British leaders now saw some benefit in allowing a managed form of Arab self determination. Nominal independence for client Arab governments might give Britain advantage in the region, in a form acceptable to the United States.They looked to establish an Arab government in Mesopotamia headed by a friendly client—Faisal’s brother Abdullah was suggested—and they supported Faisal to represent Arab claims at the Paris Peace Conference.

At the conference, Faisal set out a claim for an independent Arab state, in the territory of today’s Syria, Jordan, Lebanon and Palestine, grounding his argument on President Wilson’s call for self-determination.

Under pressure, France conceded that former territories of the Ottoman Empire could become ‘mandates’ rather than colonies. Under a mandate from the newly formed League of Nations, a territory could be placed in trust with one or other power as a path towards eventual independence.

‘The question of sovereignty was opened in part by the idea of mandates, and by the propositions of Wilson in his Fourteen Points’—his declared war goals—‘that all people should have their own land,’ Elizabeth Thompson says. ‘Which peoples are those, and how do you define a people?’

So do people have rights as individuals, or do rights depend on being part of some kind of nation? ‘There is a very recent and new literature revisiting concepts of sovereignty that were put afloat during the Paris Peace Conference, in which it is understood that Woodrow Wilson was actually putting forward a notion of global sovereignty that was based on the individual, not on communal claims, and the idea of the nation,’ she says.

‘And so much of the criticism of that moment, that he shepherded in an era of ethnic cleansing and national claims, really should be rethought a little bit. There are scholars who now argue he was really speaking in advance of ideas of individual human rights, at this point, and that individuals had the right to choose what sort of government would rule over them.’

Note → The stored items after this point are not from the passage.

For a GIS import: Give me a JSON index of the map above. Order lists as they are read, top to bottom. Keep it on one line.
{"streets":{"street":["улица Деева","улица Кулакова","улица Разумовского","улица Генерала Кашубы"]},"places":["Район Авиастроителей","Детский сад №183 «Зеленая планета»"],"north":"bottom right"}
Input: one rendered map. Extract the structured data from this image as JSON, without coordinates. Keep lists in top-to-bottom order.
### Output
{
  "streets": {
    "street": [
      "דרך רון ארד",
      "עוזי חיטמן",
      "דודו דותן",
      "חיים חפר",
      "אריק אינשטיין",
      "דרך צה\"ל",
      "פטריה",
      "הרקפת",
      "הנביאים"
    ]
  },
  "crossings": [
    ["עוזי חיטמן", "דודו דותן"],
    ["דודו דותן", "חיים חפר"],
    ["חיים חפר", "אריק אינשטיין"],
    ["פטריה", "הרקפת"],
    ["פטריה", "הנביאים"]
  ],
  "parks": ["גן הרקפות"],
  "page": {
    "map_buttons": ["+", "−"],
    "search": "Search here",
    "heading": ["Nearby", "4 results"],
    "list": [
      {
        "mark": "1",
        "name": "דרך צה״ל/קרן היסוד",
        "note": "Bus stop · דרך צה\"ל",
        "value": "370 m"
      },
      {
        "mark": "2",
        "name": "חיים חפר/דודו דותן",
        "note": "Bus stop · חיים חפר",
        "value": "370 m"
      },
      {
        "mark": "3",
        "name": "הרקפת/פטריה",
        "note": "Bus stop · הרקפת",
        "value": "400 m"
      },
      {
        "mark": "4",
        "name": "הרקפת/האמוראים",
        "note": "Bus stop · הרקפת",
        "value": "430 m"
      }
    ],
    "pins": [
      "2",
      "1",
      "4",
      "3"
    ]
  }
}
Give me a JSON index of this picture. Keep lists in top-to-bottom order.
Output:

In her book’s account of how Woodrow Wilson’s position of principle unravelled during the talks, Elizabeth Thompson highlights the role of racism within American domestic politics as well as in international relations. Most blatantly, when the Japanese delegation to the Conference proposed that the League of Nations covenant affirm racial equality between nations, American and European governments came together to oppose the suggestion.

Arabs held an ambiguous position in the politics and law of race. Under some governments’ laws they might be considered white, and under others’ not. Faisal and his delegation would make their case by comparing themselves to Bulgarians and Czechs, Romanians and Serbs. President Wilson had declared there would be no mandates imposed on these European peoples.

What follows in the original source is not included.